The replacement was easy:- 
  • Dry the bilge so that no water would get into the screw holes when the base is removed.
  • Cut the wires from the old pump close to the Butt Joints in the wires from the control switch. 
  • Cut the Zip ties to release the pump from the base. 
  • Remove the 4 screws holding the base to the bottom of the bilge.
That's the demolition complete.

This wiring diagram was from the site but it's basically the same as the one included in the installation sheet that came with the Bilge Pump.

Our wiring is slightly different. The join in the wires from the pump and float switch are actually on a Terminal Block that is behind our electrical panel at the Nav Station. My reason for doing that was to move the join from the bilge area.

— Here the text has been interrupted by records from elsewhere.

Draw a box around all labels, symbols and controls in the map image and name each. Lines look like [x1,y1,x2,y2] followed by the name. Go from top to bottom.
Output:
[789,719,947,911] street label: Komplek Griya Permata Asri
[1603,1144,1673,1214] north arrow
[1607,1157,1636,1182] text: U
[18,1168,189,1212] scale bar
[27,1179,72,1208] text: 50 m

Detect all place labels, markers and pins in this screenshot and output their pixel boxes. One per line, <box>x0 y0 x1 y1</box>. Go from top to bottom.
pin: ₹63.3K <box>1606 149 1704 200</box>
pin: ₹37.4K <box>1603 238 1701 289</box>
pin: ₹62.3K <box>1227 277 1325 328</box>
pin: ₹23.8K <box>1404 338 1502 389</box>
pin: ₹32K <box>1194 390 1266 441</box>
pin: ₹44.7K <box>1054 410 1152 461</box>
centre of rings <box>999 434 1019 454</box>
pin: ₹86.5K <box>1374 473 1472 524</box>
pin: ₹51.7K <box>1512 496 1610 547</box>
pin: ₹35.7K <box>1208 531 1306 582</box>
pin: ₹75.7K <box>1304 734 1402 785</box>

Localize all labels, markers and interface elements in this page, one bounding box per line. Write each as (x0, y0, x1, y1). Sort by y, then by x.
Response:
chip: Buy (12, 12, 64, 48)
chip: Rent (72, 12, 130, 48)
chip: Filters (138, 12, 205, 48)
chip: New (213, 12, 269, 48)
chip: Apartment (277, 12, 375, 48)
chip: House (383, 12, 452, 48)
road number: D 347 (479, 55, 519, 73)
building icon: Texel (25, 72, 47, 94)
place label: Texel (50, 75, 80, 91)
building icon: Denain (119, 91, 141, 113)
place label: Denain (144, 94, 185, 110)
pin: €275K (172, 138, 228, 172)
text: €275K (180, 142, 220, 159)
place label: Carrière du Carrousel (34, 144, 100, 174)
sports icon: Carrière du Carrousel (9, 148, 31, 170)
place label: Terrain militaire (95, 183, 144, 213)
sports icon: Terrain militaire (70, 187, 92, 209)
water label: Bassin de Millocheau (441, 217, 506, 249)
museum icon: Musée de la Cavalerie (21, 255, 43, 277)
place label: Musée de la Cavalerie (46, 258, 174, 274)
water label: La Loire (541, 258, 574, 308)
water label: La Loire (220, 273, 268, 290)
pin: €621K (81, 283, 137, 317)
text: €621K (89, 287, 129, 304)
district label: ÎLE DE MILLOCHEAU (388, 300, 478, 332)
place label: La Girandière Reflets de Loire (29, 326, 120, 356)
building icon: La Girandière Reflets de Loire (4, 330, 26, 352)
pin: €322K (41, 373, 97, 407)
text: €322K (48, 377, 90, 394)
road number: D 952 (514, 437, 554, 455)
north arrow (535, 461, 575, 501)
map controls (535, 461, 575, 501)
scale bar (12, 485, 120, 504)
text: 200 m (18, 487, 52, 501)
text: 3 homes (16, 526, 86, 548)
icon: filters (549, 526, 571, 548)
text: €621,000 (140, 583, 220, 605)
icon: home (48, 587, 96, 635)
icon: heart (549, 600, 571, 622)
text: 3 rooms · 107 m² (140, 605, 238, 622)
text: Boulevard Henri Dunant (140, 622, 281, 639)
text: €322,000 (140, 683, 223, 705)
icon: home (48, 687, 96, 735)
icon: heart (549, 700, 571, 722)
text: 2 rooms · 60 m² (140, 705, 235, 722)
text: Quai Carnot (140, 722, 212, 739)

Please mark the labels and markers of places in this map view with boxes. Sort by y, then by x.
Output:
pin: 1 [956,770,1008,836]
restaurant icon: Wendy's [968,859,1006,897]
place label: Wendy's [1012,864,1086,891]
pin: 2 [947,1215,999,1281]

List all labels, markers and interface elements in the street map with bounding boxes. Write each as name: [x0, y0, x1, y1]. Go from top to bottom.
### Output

With the old pump removed I spent a few minutes cleaning up the bottom of the bilge, it's pretty shallow on Eximius compared to some other boats. It cleaned up pretty good and I was able to remove the old 4200 sealant from the holes and applied some fresh 4200 to seal them.

Screwing the base back onto the bottom of the bilge and seeing the sealant squishing out was reassuring. 

I cut back the old wiring close to the original heat shrink tubing and slid some 1/4" Heat Shrink tubing over the wires. Then I crimped Blue Butt joints onto the supply wires. Next I slide a larger Heat Shrink tube that was long enough to extend pass the ends of the butt joints over the whole assembly. With that done I just needed to crimp the pump side of the butt joints onto the pump wires and use my heat gun to shrink the tubing to completely seal the wiring joint.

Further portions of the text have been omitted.